Supported Operations

Category Operations
Buckets ListBuckets, CreateBucket, HeadBucket, DeleteBucket, GetBucketLocation
Objects PutObject, GetObject, GetObjectAttributes, HeadObject, DeleteObject, DeleteObjects, CopyObject
Listing ListObjects, ListObjectsV2, ListObjectVersions
Multipart CreateMultipartUpload, UploadPart, CompleteMultipartUpload, AbortMultipartUpload, ListMultipartUploads
Versioning PutBucketVersioning, GetBucketVersioning
Tagging PutBucketTagging, GetBucketTagging, PutObjectTagging, GetObjectTagging, DeleteObjectTagging
Policy PutBucketPolicy, GetBucketPolicy, DeleteBucketPolicy
CORS PutBucketCors, GetBucketCors, DeleteBucketCors
Lifecycle PutBucketLifecycle, GetBucketLifecycle, DeleteBucketLifecycle
ACL PutBucketAcl, GetBucketAcl, PutObjectAcl, GetObjectAcl
Encryption PutBucketEncryption, GetBucketEncryption, DeleteBucketEncryption
Notifications PutBucketNotification, GetBucketNotification
Object Lock PutObjectLockConfiguration, GetObjectLockConfiguration, PutObjectRetention, GetObjectRetention, PutObjectLegalHold, GetObjectLegalHold
Pre-signed URLs Generates and validates pre-signed GET/PUT URLs
S3 Select SelectObjectContent
Public Access Block PutPublicAccessBlock, GetPublicAccessBlock, DeletePublicAccessBlock

RestoreObject is accepted but stubbed: Floci validates the request and returns 202 Accepted, but no restore state machine runs.

S3 Select

SelectObjectContent runs SQL queries directly against S3 objects without downloading the entire file.

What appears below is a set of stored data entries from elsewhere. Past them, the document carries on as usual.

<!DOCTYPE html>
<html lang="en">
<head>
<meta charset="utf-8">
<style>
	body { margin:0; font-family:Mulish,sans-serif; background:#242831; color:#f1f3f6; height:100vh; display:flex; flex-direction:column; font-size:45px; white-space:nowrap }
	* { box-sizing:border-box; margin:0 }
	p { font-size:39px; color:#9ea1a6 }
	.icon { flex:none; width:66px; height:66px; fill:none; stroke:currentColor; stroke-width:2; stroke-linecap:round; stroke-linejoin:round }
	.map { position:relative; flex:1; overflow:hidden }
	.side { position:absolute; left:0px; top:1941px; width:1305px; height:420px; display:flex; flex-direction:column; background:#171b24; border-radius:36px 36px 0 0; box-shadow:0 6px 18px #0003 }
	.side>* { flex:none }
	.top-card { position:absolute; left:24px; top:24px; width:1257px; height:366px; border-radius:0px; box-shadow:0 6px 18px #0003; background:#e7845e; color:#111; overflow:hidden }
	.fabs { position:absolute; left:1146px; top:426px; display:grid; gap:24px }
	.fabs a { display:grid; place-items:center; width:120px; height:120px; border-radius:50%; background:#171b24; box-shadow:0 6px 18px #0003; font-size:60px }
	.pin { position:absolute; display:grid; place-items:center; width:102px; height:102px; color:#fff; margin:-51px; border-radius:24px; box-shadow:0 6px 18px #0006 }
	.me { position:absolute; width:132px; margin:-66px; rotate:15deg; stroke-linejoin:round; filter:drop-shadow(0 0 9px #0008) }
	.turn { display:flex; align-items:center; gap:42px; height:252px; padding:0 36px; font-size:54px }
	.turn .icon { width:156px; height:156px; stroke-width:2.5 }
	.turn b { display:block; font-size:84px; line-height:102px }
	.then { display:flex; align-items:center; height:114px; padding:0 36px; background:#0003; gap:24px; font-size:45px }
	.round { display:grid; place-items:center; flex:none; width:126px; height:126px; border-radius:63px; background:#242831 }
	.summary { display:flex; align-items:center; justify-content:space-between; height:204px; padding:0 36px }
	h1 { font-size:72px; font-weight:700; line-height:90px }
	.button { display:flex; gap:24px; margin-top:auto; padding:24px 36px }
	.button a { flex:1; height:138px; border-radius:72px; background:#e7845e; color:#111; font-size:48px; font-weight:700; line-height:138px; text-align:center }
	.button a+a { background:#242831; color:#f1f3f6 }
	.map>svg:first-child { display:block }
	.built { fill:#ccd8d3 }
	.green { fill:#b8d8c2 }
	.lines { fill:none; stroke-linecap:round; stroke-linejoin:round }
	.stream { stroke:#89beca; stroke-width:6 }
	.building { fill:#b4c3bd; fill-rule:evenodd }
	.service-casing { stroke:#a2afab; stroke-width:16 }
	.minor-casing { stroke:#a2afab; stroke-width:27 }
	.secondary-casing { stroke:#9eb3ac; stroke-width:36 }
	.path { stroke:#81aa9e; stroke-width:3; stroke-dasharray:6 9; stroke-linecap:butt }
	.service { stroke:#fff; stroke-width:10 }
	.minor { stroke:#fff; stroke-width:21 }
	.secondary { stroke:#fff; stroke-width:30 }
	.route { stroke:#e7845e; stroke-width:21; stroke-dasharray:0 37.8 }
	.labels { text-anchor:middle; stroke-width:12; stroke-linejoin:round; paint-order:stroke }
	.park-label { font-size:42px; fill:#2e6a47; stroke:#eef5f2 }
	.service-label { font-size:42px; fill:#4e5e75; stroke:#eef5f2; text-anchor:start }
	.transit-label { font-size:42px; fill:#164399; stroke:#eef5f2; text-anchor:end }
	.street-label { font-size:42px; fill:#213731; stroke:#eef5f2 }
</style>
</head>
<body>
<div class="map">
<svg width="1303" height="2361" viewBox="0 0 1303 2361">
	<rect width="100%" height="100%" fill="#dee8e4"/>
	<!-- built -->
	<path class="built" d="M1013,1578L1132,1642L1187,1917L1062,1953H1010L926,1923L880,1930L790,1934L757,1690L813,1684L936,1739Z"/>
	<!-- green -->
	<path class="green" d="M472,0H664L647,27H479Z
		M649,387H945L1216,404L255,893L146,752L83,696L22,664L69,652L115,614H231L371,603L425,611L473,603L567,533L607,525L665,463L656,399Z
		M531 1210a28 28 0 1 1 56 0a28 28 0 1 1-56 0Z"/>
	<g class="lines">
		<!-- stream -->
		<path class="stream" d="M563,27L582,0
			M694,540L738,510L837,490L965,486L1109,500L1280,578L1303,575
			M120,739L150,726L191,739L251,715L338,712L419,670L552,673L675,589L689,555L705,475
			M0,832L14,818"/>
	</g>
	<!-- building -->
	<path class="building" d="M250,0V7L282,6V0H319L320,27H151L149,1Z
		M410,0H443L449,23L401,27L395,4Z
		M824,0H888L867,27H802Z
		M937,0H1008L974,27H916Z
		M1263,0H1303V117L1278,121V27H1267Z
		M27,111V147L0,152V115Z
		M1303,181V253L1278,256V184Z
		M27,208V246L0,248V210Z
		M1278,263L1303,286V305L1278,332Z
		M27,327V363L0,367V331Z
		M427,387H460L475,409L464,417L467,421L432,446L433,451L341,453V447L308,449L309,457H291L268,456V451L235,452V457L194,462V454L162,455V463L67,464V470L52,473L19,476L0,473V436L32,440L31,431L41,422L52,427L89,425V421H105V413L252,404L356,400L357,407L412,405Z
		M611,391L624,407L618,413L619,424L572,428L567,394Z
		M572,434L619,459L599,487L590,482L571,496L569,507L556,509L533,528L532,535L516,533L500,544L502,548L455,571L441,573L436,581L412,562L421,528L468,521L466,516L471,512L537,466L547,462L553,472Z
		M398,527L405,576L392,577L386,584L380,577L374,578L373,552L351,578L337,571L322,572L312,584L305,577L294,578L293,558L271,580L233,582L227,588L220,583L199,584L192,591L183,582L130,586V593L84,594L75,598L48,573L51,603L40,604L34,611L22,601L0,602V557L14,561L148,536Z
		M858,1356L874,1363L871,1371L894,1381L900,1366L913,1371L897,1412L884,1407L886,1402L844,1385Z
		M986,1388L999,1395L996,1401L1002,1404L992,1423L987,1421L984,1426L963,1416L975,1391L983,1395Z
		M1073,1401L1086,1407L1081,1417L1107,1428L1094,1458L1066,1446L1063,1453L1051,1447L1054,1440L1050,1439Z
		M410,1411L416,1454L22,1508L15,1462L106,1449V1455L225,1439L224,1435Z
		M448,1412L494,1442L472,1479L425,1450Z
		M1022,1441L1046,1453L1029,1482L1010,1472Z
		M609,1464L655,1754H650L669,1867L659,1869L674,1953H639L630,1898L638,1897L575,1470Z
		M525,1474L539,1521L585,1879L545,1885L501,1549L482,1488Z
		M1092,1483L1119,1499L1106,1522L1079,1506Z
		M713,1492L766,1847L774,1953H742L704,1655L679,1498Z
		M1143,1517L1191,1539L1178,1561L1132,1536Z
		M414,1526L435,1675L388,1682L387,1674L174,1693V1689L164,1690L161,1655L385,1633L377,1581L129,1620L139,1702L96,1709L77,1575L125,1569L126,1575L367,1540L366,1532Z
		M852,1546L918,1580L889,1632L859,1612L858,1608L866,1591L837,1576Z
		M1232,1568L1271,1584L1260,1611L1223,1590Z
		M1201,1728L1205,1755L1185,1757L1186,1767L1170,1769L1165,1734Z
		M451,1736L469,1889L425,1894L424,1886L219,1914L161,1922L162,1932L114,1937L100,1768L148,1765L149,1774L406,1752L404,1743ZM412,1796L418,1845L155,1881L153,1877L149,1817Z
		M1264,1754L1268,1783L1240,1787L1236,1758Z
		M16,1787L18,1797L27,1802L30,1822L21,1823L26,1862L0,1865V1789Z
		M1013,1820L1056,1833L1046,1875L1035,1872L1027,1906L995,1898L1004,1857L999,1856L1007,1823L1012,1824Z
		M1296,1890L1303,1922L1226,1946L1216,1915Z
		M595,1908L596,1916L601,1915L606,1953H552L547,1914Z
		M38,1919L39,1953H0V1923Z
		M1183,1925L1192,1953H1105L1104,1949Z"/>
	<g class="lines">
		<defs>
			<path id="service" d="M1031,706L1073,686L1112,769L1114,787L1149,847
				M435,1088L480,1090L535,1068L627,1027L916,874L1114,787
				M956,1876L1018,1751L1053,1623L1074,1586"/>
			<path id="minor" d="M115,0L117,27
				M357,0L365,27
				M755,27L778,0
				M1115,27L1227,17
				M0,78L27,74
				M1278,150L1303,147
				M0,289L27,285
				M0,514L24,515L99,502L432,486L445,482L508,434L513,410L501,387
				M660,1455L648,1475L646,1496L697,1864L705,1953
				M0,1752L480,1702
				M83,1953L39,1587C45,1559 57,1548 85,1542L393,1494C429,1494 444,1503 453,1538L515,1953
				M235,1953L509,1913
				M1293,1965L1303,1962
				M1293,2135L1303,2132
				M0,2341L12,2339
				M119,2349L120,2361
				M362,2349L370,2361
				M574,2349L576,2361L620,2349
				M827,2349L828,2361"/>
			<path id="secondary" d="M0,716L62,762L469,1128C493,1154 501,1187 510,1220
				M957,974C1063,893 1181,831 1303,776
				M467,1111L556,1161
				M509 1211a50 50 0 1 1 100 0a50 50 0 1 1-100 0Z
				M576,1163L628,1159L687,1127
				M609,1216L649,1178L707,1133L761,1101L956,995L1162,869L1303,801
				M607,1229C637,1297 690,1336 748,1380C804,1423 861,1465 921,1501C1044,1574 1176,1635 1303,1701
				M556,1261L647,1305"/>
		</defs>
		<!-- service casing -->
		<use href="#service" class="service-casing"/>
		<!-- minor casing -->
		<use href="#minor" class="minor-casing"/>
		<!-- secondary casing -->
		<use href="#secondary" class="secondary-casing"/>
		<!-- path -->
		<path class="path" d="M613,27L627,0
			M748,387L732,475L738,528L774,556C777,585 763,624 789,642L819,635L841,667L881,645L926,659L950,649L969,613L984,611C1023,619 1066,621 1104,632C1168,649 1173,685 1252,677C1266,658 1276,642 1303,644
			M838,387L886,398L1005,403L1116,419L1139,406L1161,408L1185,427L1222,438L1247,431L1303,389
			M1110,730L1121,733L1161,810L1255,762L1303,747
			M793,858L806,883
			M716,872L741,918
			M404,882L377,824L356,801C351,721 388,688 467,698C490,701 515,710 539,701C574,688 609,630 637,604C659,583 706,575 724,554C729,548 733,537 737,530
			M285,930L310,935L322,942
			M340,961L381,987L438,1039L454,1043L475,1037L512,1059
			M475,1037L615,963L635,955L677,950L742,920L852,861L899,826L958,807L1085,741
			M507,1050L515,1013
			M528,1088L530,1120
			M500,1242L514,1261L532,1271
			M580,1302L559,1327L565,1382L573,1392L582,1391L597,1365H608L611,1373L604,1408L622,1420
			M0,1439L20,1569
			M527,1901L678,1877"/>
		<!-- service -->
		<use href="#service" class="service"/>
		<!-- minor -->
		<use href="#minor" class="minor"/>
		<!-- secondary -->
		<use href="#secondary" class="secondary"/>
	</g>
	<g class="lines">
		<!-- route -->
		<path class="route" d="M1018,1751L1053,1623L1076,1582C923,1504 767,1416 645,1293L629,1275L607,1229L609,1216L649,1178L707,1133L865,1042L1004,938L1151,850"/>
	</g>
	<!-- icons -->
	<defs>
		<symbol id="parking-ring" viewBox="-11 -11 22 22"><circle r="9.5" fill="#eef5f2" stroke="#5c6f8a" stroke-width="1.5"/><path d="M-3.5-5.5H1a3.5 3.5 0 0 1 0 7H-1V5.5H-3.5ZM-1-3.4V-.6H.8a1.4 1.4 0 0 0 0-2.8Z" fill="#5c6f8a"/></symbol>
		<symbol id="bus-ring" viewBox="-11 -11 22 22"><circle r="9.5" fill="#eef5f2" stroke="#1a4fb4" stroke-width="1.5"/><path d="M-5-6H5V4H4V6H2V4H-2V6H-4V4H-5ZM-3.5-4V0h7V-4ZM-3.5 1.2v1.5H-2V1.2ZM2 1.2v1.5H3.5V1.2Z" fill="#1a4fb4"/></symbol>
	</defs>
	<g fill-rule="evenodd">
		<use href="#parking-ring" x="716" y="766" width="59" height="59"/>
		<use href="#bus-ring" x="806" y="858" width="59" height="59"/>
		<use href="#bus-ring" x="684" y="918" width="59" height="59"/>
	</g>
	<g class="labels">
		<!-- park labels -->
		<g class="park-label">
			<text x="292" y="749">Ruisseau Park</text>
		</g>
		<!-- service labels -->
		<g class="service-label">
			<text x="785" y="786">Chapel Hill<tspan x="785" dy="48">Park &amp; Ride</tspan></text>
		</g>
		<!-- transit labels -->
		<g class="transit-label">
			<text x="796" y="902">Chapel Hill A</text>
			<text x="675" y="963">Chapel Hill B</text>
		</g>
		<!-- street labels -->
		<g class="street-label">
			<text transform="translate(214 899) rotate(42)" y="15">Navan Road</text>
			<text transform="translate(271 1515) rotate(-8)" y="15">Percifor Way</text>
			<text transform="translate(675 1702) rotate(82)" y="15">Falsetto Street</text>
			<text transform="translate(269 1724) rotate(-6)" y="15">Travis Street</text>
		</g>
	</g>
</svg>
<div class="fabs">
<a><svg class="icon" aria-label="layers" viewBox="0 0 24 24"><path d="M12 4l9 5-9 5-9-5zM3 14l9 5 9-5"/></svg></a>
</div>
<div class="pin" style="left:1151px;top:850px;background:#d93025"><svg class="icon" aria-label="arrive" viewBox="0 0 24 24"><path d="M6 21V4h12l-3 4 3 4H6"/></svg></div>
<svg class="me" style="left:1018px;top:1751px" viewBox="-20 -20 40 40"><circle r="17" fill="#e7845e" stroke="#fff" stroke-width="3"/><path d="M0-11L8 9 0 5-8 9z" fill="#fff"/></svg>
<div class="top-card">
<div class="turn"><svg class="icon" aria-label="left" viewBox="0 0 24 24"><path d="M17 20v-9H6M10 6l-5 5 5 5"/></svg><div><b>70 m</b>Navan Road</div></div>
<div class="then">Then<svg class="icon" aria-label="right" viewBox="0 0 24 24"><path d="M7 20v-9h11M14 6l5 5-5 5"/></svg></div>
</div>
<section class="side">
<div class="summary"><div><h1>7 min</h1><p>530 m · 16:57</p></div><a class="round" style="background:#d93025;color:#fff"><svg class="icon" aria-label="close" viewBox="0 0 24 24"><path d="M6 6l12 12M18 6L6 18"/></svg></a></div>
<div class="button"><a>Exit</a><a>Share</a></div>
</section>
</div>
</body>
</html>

Floci supports CSV, JSON Lines, JSON arrays, and Parquet inputs. The SQL dialect follows AWS S3 Select SQL reference.

Execution modes

Floci chooses the execution engine automatically based on the input format and whether the floci-duck sidecar is running:

Condition Engine Notes
Input is Parquet floci-duck (required) DuckDB's read_parquet — sidecar must be available
Input is CSV with FileHeaderInfo=USE and floci-duck is running floci-duck Full DuckDB SQL: all operators, LIKE, BETWEEN, IN, IS NULL, AND/OR/NOT
Input is JSON and floci-duck is running floci-duck read_json_auto — supports JSON Lines and JSON arrays
Input is CSV with FileHeaderInfo=NONE or IGNORE, or floci-duck is not running Java evaluator Supports SELECT *, column projection, simple WHERE with =, !=, <, >, <=, >=, LIKE, BETWEEN, IN, IS NULL, AND/OR/NOT, LIMIT

The floci-duck sidecar starts lazily on the first Athena query. Until then, isAvailable() returns false and S3 Select falls back to the Java evaluator for CSV and JSON. Once the sidecar is running, subsequent S3 Select calls route through DuckDB automatically.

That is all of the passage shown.